The teacher stared at her in astonishment. “Why,” said she, “you know, since the first few days I haven’t seen him. I supposed you had decided to keep him at home.”

It turned out that Orville had almost immediately lost interest in kindergarten and instead had regularly gone to a house two doors from his own, on Hawthorne Street, to join a playmate, Edwin Henry Sines. With an eye on the clock to adjust himself to the kindergarten hours, he had stayed there and played with young Sines until about a minute before he was due at home.

Orville’s father and mother were not too severe when this little irregularity was discovered, because the boys had not been engaged in any mischief. On the contrary, their play had been of a sort that might properly be called “constructive.” The thing that had occupied them most was an old sewing-machine belonging to Sines’ mother. They “oiled” it by dropping water from a feather into the oil-holes!

Both Orville and Wilbur followed their father’s advice and earned whatever money they spent. One source of income was from wiping dishes in the evening, for which their mother paid a flat rate of one cent. Sometimes she employed them to make minor household repairs. Orville seemed to find more outlets for money than did Wilbur, who was more saving, and from time to time he borrowed from Wilbur—but he kept his credit good by sticking to an arrangement they always made that the next money earned should be applied on the debt.

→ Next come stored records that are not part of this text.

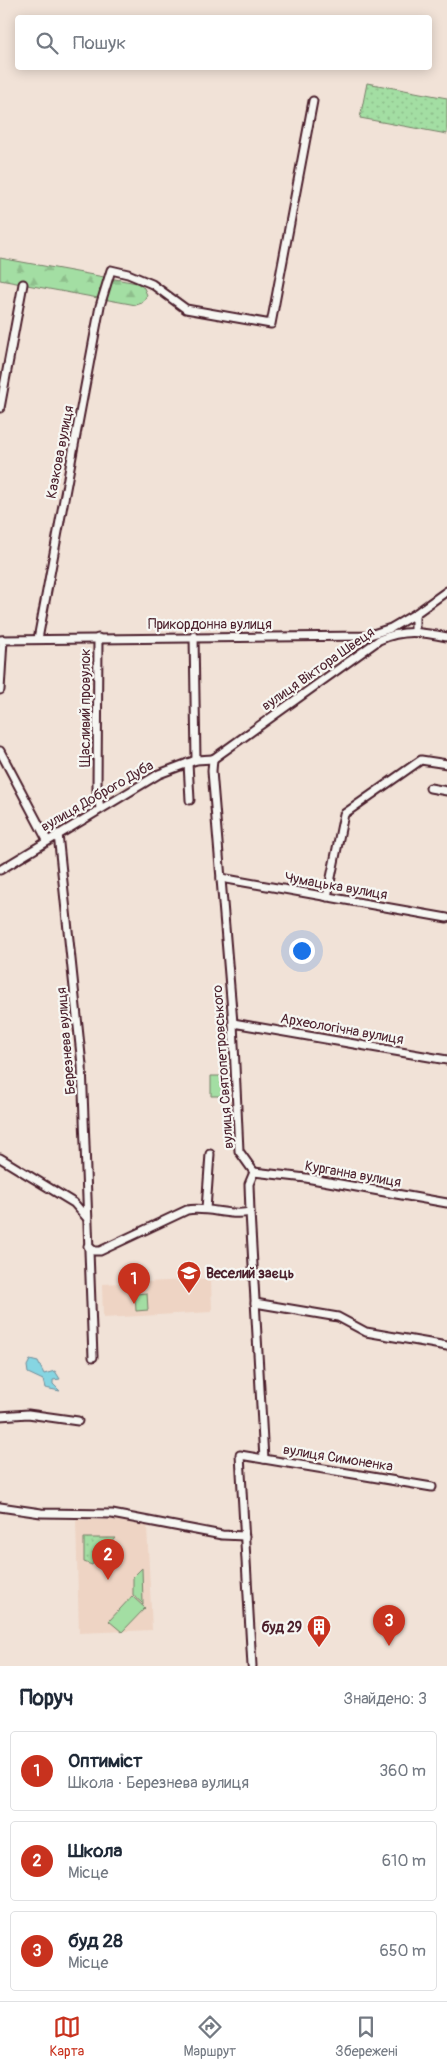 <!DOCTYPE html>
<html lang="uk">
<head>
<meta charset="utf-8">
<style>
	body { margin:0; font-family:Pangolin,sans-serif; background:#f6f6f7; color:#1f2937 }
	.you { position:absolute; left:301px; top:950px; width:18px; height:18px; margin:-12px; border:4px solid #fff; border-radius:50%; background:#1a73e8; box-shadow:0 0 0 8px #1a73e833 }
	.badge { display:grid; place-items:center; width:32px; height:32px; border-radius:50%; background:#c8321e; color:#fff; font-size:16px; font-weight:700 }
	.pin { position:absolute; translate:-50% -41px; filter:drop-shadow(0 1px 2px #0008) }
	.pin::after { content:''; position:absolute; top:26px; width:18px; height:15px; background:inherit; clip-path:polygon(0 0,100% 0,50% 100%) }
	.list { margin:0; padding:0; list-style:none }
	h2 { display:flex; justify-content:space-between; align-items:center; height:65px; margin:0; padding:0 20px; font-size:21px }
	h2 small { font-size:16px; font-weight:400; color:#747a83 }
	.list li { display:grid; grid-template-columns:32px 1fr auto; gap:15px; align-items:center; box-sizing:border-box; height:80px; margin:0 10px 10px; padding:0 10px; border:1px solid #e0e1e3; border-radius:5px }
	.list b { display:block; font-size:19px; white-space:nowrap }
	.list p { margin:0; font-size:16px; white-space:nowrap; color:#747a83 }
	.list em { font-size:16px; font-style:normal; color:#747a83 }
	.icon { flex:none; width:28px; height:28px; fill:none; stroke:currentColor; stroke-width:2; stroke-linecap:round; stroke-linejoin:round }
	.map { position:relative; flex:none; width:447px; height:1666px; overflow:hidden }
	.search { position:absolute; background:#fff; box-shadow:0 2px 12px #0003; left:15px; right:15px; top:15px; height:55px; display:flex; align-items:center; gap:12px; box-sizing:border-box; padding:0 18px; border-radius:5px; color:#747a83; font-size:19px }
	.sheet { height:335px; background:#fff }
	nav { display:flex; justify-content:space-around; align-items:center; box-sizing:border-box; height:70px; border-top:1px solid #e0e1e3; background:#fff; font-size:14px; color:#747a83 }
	nav a { display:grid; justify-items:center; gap:2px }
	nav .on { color:#c8321e }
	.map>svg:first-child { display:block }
	.built { fill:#eed4c4 }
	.green { fill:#a3dea3; stroke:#767e67 }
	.forest { fill:url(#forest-firs); stroke:#767e67 }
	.park { fill:url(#park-dots); stroke:#767e67 }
	.water { fill:#86d5e2; stroke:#6e8c99 }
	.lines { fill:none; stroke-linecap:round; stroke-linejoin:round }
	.minor-casing { stroke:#4a1f2b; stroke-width:11 }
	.minor { stroke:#f6f6f2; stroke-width:7 }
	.labels { text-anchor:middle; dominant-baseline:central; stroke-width:4.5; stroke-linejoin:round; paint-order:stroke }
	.street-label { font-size:14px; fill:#4a1f2b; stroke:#f6f6f2 }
	.poi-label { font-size:14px; font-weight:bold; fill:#4a1f2b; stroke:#f6f6f2; text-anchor:start }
</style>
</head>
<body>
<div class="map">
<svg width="447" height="1666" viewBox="0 0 447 1666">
	<defs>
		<pattern id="forest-firs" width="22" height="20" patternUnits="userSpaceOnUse" patternTransform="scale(1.25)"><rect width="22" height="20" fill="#a3dea3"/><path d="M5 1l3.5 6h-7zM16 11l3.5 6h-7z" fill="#8ebe8c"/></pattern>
		<pattern id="park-dots" width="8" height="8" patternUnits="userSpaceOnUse" patternTransform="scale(1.25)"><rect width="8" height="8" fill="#a3dea3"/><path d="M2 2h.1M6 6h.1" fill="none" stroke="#8ebe8c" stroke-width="1.8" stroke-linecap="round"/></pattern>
	</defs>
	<rect width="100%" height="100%" fill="#f1e2d7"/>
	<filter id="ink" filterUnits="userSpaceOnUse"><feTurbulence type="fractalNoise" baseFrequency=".02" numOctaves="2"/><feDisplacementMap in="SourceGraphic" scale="10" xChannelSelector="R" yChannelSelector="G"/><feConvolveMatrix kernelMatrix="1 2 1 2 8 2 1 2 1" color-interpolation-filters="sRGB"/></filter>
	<g filter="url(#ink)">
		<g class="built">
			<polygon points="211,1279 212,1312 103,1318 102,1284"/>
			<polygon points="76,1520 113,1520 147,1526 152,1630 79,1633"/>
		</g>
		<g class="green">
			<polygon points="211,1076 221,1076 222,1096 211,1096"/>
			<polygon points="147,1293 148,1310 136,1311 135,1294"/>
			<polygon points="142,1568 143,1604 133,1595 133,1577"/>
			<polygon points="132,1596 145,1608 122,1632 109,1621"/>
		</g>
		<polygon class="forest" points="0,258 137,283 144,288 147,295 142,303 136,305 0,280"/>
		<g class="park">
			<polygon points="367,83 447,98 447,134 360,118"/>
			<polygon points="84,1538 115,1538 92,1565 84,1562"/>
		</g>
		<polygon class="water" points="30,1360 38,1362 44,1374 55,1371 60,1379 53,1380 53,1384 60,1391 45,1388 43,1380 28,1373 27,1366"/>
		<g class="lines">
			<defs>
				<g id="minor">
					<polyline points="0,408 23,284"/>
					<polyline points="415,631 415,614 447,591"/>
					<polyline points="194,636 196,760"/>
					<polyline points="98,638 97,790 100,808"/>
					<polyline points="38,639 100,306 111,270 128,274 152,284 186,309 271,324 313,101"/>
					<polyline points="0,640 367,636 391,628 415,614"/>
					<polyline points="0,690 3,640"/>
					<polyline points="0,751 47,840"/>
					<polyline points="213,759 212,771 233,1023 239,1151 254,1172 249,1184 250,1212 264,1459"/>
					<path d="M213 759 379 640C403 629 422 632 447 637"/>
					<polyline points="188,763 190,800"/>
					<polyline points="430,788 447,791"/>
					<polyline points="58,834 82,1065 93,1357"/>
					<polyline points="0,870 159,774 196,760 213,759"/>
					<polyline points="221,878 447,918"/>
					<polyline points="327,897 344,814 421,760 447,764"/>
					<polyline points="233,1023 447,1060"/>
					<polyline points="0,1158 74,1203 87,1218"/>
					<polyline points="254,1172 306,1178 447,1203"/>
					<polyline points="206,1209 210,1154"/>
					<path d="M88 1246 94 1251H100L187 1210C208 1206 229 1217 250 1212"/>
					<polyline points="255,1303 338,1317 366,1332 447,1346"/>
					<polyline points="0,1416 28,1414 78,1421"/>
					<polyline points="0,1507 41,1513 112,1514 222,1535 245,1536"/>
					<polyline points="252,1666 240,1455 432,1487"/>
				</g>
			</defs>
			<use href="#minor" class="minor-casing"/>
			<use href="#minor" class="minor"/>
		</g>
	</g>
	<defs>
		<symbol id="school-pin" viewBox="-11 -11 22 30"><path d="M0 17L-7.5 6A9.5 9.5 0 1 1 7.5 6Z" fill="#c8321e" stroke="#f6f6f2"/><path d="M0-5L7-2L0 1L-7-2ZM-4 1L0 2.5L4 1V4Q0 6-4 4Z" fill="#fff"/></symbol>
		<symbol id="building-pin" viewBox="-11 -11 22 30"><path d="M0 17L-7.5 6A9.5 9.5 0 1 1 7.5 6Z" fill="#c8321e" stroke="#f6f6f2"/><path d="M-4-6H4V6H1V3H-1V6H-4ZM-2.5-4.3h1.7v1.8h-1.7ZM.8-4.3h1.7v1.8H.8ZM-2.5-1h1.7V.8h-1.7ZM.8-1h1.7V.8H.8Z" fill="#fff"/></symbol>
	</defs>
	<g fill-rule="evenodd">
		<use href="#school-pin" x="175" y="1259" width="28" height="38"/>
		<use href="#building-pin" x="305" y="1613" width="28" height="38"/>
	</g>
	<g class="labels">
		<g class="street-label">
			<text transform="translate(60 452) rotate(-79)">Казкова вулиця</text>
			<text x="210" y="624">Прикордонна вулиця</text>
			<text transform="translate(318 669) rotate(-35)">вулиця Віктора Швеця</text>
			<text transform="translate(85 708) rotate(-90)">Щасливий провулок</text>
			<text transform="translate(97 796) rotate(-30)">вулиця Доброго Дуба</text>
			<text transform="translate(336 886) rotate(10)">Чумацька вулиця</text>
			<text transform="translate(342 1029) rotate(10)">Археологічна вулиця</text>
			<text transform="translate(66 1041) rotate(-95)">Березнева вулиця</text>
			<text transform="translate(223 1067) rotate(-94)">вулиця Святопетровського</text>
			<text transform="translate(353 1174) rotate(10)">Курганна вулиця</text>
			<text transform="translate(338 1458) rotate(9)">вулиця Симоненка</text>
		</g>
		<g class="poi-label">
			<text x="206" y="1273">Веселий заєць</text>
			<text x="302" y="1627" text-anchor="end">буд 29</text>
		</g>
	</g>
</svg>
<div class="you"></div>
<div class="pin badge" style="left:134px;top:1304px">1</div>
<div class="pin badge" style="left:108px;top:1580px">2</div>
<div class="pin badge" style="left:389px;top:1646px">3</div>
<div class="search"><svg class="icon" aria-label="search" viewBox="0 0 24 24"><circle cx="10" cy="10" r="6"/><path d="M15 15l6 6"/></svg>Пошук</div>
</div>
<section class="sheet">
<h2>Поруч<small>Знайдено: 3</small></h2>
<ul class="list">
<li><span class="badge">1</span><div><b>Оптиміст</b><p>Школа · Березнева вулиця</p></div><em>360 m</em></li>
<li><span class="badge">2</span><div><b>Школа</b><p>Місце</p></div><em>610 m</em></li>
<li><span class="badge">3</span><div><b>буд 28</b><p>Місце</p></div><em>650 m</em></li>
</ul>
</section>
<nav>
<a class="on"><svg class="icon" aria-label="map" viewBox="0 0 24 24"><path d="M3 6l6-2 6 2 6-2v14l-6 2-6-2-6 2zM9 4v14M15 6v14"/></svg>Карта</a>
<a><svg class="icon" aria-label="directions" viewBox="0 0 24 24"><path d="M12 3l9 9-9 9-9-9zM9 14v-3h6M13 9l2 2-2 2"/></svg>Маршрут</a>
<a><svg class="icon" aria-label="saved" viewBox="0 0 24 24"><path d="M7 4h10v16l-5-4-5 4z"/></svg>Збережені</a>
</nav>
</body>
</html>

One of Orville’s early money-making ventures was the collecting of old bones in near-by alleys, vacant lots, or neighbors’ yards, and selling them to a fertilizer factory. He and another boy first did this as a means for raising funds with which to buy candy for use while fishing. They accumulated a weight of bones that it seemed to them must represent a small fortune—and were somewhat shocked when the buyer paid them only three cents.

At first, Orville’s associates in his projects were boys of his own age rather than Wilbur, who was more than four years older and moved in a different group; but a day came when the brothers began to share curiosity over a mechanical phenomenon. In June, 1878, when Orville was seven years old and Wilbur eleven, the Wright family left Dayton, because the work of the father, who had been made a Bishop of the United Brethren church, was shifted to Cedar Rapids, Iowa. And it was in a house on Adams Street, in Cedar Rapids, not long after their arrival there, that an event occurred which was to have much influence on the lives of Wilbur and Orville—as well as to have its effect on the whole human race.

Bishop Wright had returned from a short trip on church business bringing with him a little present for his two younger sons.

“Look here, boys,” he said to Wilbur and Orville, holding out his hands with something hidden between them. Then he tossed the gift toward them. But instead of falling at once to the floor or into their hands, as they expected, it went to the ceiling where it fluttered briefly before it fell. It was a flying-machine, a helicopter, the invention of a Frenchman, Alphonse Pénaud. Made of cork, bamboo, and thin paper, the device weighed so little that twisted rubber bands provided all the power needed to send it aloft for a few seconds. As the brothers were to learn later, Pénaud, an invalid during most of his short life, had not only invented, as early as 1871, various kinds of toy flying-machines—both the helicopter type and others that flew horizontally—but was the originator of the use of rubber bands for motive power. Simple as was this helicopter—they called it the “bat”—Wilbur and Orville felt great admiration for its ingenuity. Though it soon went the way of all fragile toys, the impression it left on their minds never faded.

Not long afterward Wilbur tried to build an improvement on that toy helicopter. If so small a device could fly, why not make a bigger one that could fly longer and higher? Orville was still too young to contribute much to the actual building of larger models, but he was keenly interested as Wilbur made several, each larger than the one preceding. To the brothers’ astonishment, they discovered, that the bigger the machine, the less it would fly; and if it was much bigger than the original toy, it wouldn’t fly at all. They did not yet understand that a machine of only twice the linear dimensions of another would require eight times the power.

Orville, meanwhile, had distinguished himself in another way, by organizing an army. His grade at school was dismissed one Friday afternoon, though the rest of the school was in session, and it occurred to Orville that it might be amusing to march by, throw gravel on the windows, and taunt those who were still at their lessons. Supported by his friend, Bert Shaffer, he proposed to a dozen other boys in the class that they form themselves into an army, and act not as individuals but as an organization. For having thought of the idea, Orville, who had been doing some reading about Napoleon, would be the General, but there would be Colonels and Captains as well. In fact, they used up all the military titles they knew. Lacking guns, they would have to carry wooden clubs, and these they got by removing some loose pickets from the school fence. All went well until the school janitor began to chase them, evidently intending to capture them. One of the boys made him pause by throwing a rock in his direction as he was crawling through a hole in the fence. After escaping into a distant alley, all in the army assumed they would probably be in plenty of trouble when they returned to school Monday morning.